Rebecca Motte Chapter History
On 13 November 1895, sixteen ladies met in Charleston to organize a local chapter of the National Daughters of the American Revolution. "The meeting was presided over by Mrs. Rebecca Motte Hamilton Ryan, the 'duly appointed chapter regent.'" South Carolina produced such numerous women of distinction who served their country during the American Revolution that the ladies were faced with a very daunting challenge of naming the chapter after the most deserving of them. However, the ladies responsible ultimately elected to name the chapter after Rebecca Motte in honor and memory of the outstanding and exemplary services she provided her country during the perilous time of crisis in its infancy.
The first actual chapter meeting took place on 12 December of the same year at the home of the regent, Ms. Ryan. In attendance were not only the ladies of the Rebecca Motte Chapter, but also the State Regent and regents and members from other chapters throughout South Carolina. The address by the State Regent was reported in full in the Charleston paper. The by-laws were adopted at a later meeting on 8 April 1896, and on 9 March 1896, the chapter's charter was presented to the membership in a frame made of wood from the actual home of Rebecca Motte, and a gavel of the same was presented to the chapter at the same time.

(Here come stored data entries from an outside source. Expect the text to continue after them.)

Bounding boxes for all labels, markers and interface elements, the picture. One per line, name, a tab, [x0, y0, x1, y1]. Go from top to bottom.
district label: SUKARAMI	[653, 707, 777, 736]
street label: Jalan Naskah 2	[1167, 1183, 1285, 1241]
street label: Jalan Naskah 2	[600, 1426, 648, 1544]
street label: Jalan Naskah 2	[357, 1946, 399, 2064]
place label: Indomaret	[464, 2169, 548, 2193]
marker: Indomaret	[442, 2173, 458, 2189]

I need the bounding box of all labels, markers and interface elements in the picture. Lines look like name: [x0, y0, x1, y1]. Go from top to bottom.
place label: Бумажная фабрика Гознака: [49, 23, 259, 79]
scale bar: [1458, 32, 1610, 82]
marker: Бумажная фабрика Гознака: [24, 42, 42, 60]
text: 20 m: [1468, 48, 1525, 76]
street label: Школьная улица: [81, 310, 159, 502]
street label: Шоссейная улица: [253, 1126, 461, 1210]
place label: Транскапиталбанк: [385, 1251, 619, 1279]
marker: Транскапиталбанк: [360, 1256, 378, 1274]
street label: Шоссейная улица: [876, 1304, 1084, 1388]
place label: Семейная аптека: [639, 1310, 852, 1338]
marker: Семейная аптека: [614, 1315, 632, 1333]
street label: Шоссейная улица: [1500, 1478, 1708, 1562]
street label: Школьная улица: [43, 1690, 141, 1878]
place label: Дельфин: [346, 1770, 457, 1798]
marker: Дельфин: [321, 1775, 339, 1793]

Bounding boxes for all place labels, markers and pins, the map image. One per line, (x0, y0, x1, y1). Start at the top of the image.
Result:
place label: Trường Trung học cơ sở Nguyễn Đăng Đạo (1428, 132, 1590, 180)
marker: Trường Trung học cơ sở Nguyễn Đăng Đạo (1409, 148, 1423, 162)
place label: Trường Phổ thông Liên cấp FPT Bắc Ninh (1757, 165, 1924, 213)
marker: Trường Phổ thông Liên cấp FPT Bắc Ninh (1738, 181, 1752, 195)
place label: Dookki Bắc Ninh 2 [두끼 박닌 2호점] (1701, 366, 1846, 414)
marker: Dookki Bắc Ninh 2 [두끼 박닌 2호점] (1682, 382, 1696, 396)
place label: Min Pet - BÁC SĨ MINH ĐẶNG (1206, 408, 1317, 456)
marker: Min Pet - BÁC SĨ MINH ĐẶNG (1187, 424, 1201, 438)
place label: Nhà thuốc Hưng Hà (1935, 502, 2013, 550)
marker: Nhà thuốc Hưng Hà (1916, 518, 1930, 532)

For some time, the chapter met in the homes of the attending ladies, and later in a special room at the Gibbes Art Gallery until March of 1921 when the chapter first met at the Old Exchange Building. During the Second World War, the Old Exchange building was leased to the government and the ladies of the chapter met at the Dock Street Theatre. After the War, the chapter eventually found its permanent home in the Old Exchange Building which has since become inseparable from the character and nature of the chapter. From the modest but hopeful origins of the chapter, it has become one of the most respected chapters in this state, and one of the most respected and valued organizations within its community; and will continue to be a leader in the preservation of the heritage and history of this nation in the South Carolina low country for years to come.